How is Bitcoin regulated in the United States?
Bitcoin regulation is an ever-evolving topic, especially in the United States where national legislation is impacted by individual states.
While the United States is exploring how and in which regions Bitcoin will be a regulated asset, the job listings in the cryptocurrency space seem to be scattered across the country with no singular hub or strong concentration of crypto careers in one state or region.
According to a study conducted by LinkedIn and published by Bloomberg, over 50% of jobs listed in 2021 in the United States are dispersed across the country. Taking keywords related to cryptocurrency, such as Bitcoin, Ethereum, crypto, blockchain and Solidity, the study’s data found that three regions led the space, but the majority (53%) of job opportunities were found dispersed across the country.

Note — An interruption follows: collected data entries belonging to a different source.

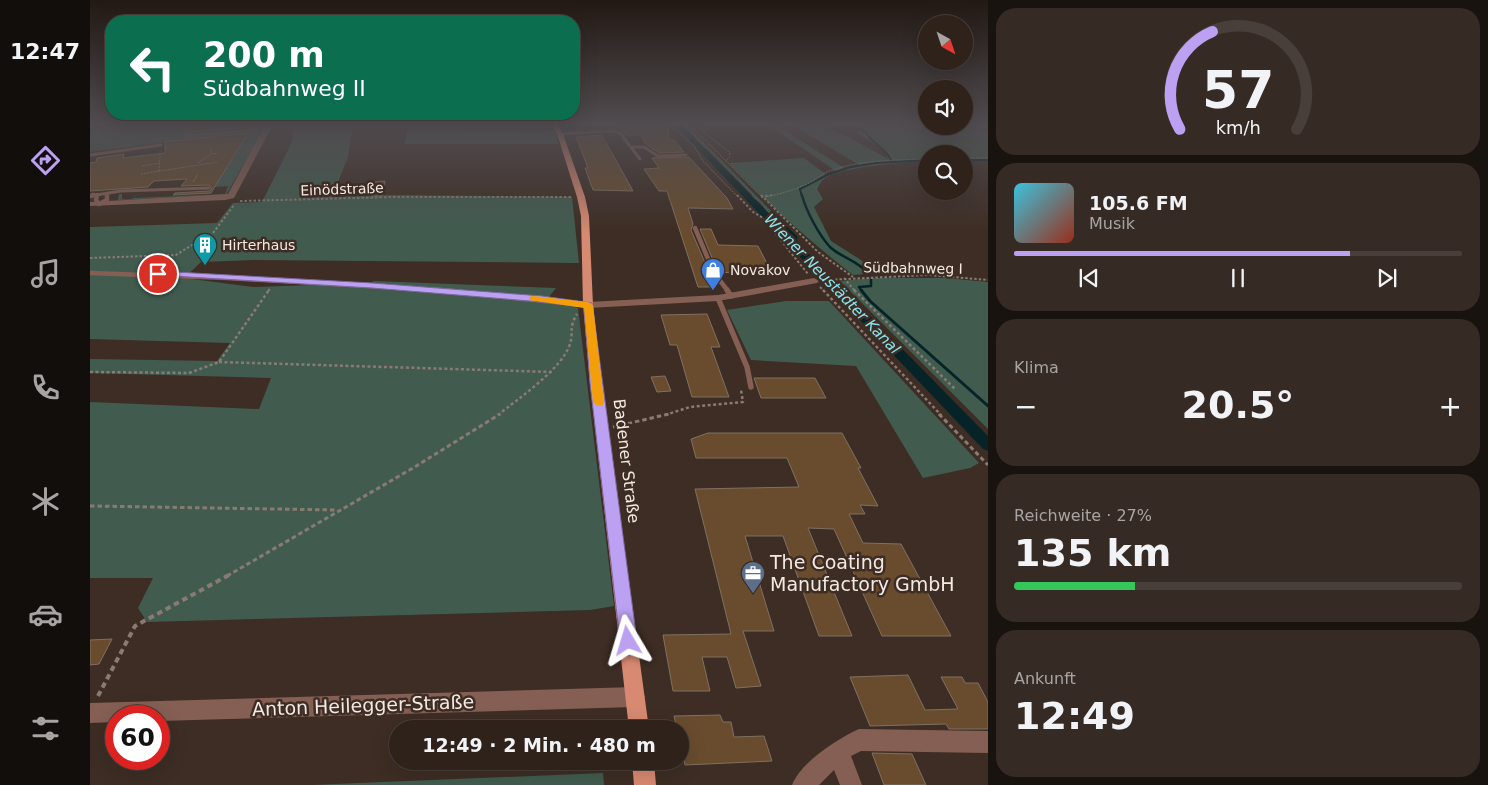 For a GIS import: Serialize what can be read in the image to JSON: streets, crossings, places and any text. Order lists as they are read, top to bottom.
{
  "streets": {
    "main road": ["Badener Straße"],
    "street": ["Anton Heilegger-Straße"],
    "path": ["Einödstraße", "Südbahnweg I"]
  },
  "crossings": [
    ["Einödstraße", "Badener Straße"],
    ["Badener Straße", "Anton Heilegger-Straße"]
  ],
  "water": ["Wiener Neustädter Kanal"],
  "places": {
    "building": ["Hirterhaus"],
    "shop": ["Novakov"],
    "office": ["The Coating Manufactory GmbH"]
  },
  "north": "bottom right",
  "page": {
    "tabs": "12:47",
    "turn": ["200 m", "Südbahnweg II"],
    "song": ["105.6 FM", "Musik"],
    "tile": [
      "Klima",
      ["Reichweite · 27%", "135 km"],
      ["Ankunft", "12:49"]
    ],
    "heat": ["−", "20.5°", "+"],
    "limit": "60",
    "trip": "12:49 · 2 Min. · 480 m",
    "gauge": ["57", "km/h"]
  }
} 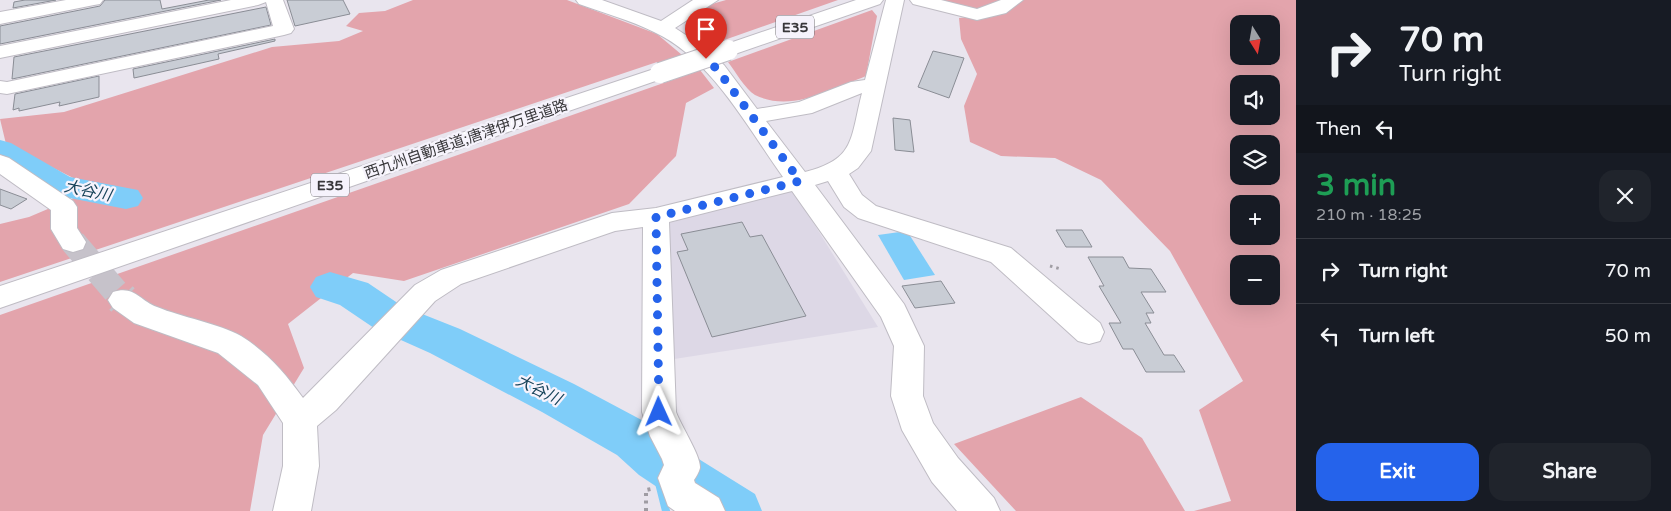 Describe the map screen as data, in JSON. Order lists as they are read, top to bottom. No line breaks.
{"streets":{"main road":["E35","西九州自動車道;唐津伊万里道路"]},"water":["大谷川"],"north":"bottom","page":{"turn":["70 m","Turn right"],"map_buttons":["+","−"],"then":"Then","heading":["3 min","210 m · 18:25"],"list":[{"name":"Turn right","value":"70 m"},{"name":"Turn left","value":"50 m"}],"buttons":["Exit","Share"]}} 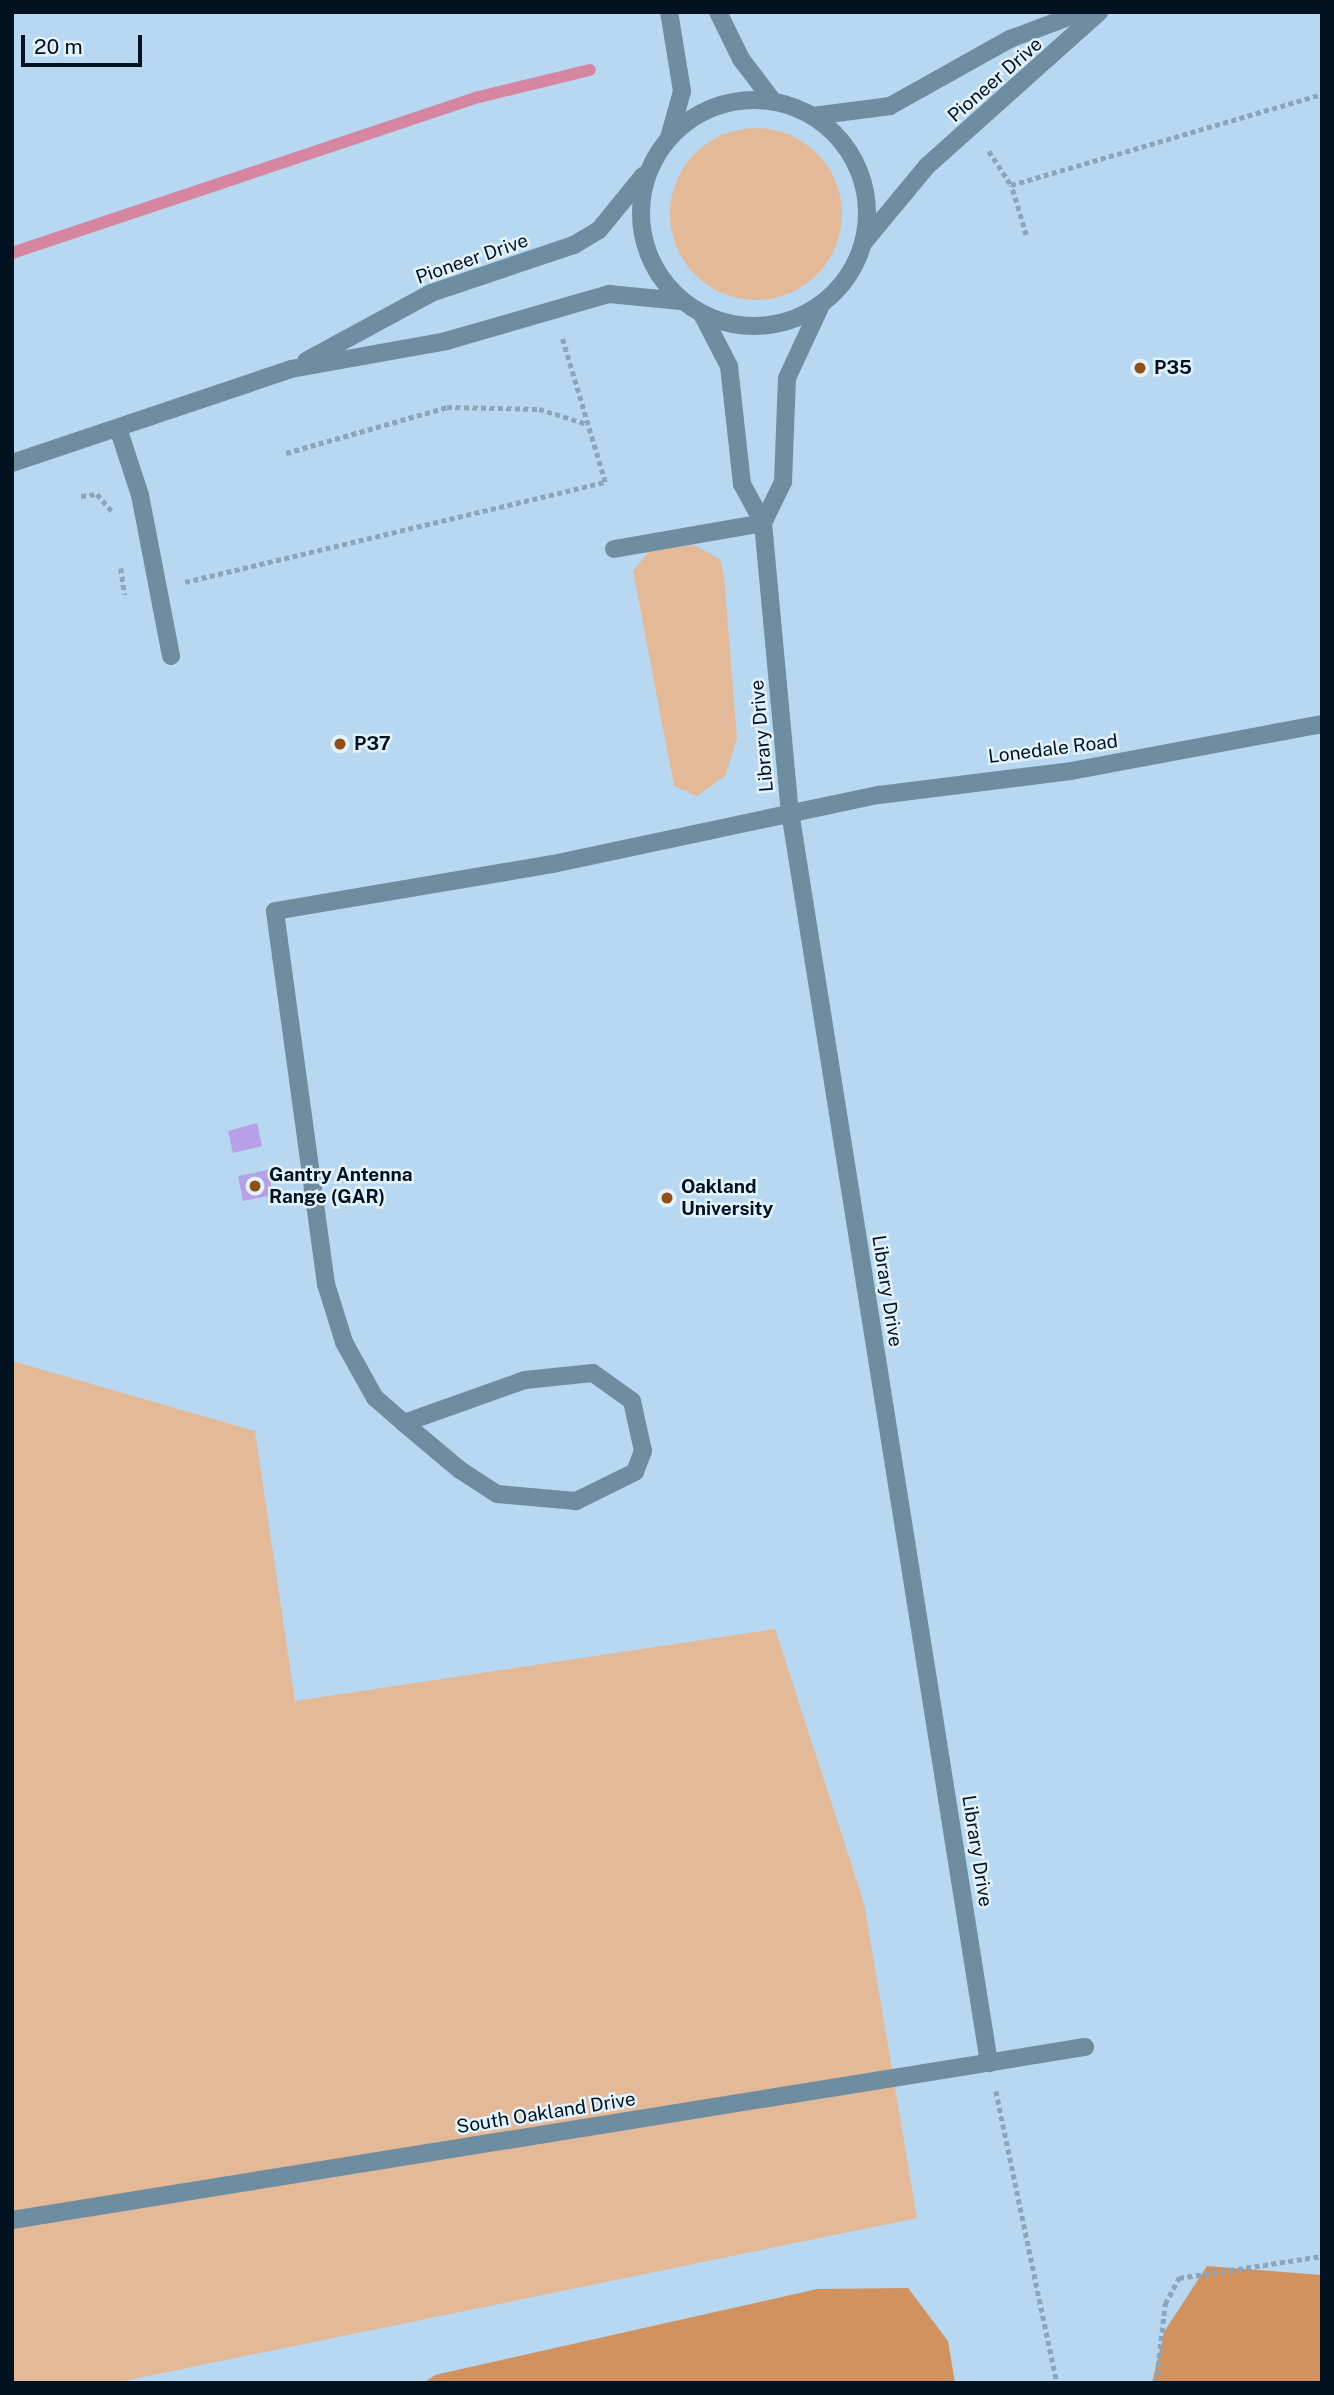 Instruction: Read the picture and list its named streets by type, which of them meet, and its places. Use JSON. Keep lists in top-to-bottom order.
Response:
{
  "streets": {
    "street": [
      "Pioneer Drive",
      "Library Drive",
      "Lonedale Road",
      "South Oakland Drive"
    ]
  },
  "crossings": [
    ["Pioneer Drive", "Library Drive"],
    ["Library Drive", "Lonedale Road"],
    ["Library Drive", "South Oakland Drive"]
  ],
  "places": [
    "P35",
    "P37",
    "Gantry Antenna Range (GAR)",
    "Oakland University"
  ],
  "scale_bar": "20 m"
}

New York and San Fransisco stood at the forefront, given New York’s position as a financial hub and San Francisco as the concentration of the country’s technology companies and startups. Los Angeles took third with Miami and Chicago following.
The cryptocurrency industry seems to be channelled mostly into mid-sized metropolitan areas across the country. Looking at the statistics, New York hires the most with an 18.3% market share with Austin, Texas only boasting a 2% market share. However, taking population into consideration, New York and Texas both hire an average of 2.8 people for every 100,000 people on LinkedIn. The count in regions with a denser population highlights that the metropolitan areas are more focused on cryptocurrency hires.
It’s extremely possible that there is no strong concentration of work opportunities in one or two regions in the United States because of a strong pull towards remote work in the space. According to Diogo Mónica, founder of crypto company Anchorage Digital, a remote approach to work in the cryptocurrency space benefits both the employee and the company. He offered that the decentralised structure lends itself to the nature of cryptocurrency work and it also means that cities and states with better taxes will attract those who operate in fully remote working styles:
“This means cities and states with lower taxes, great infrastructure, and quick access to an international airport will benefit from fully remote work.”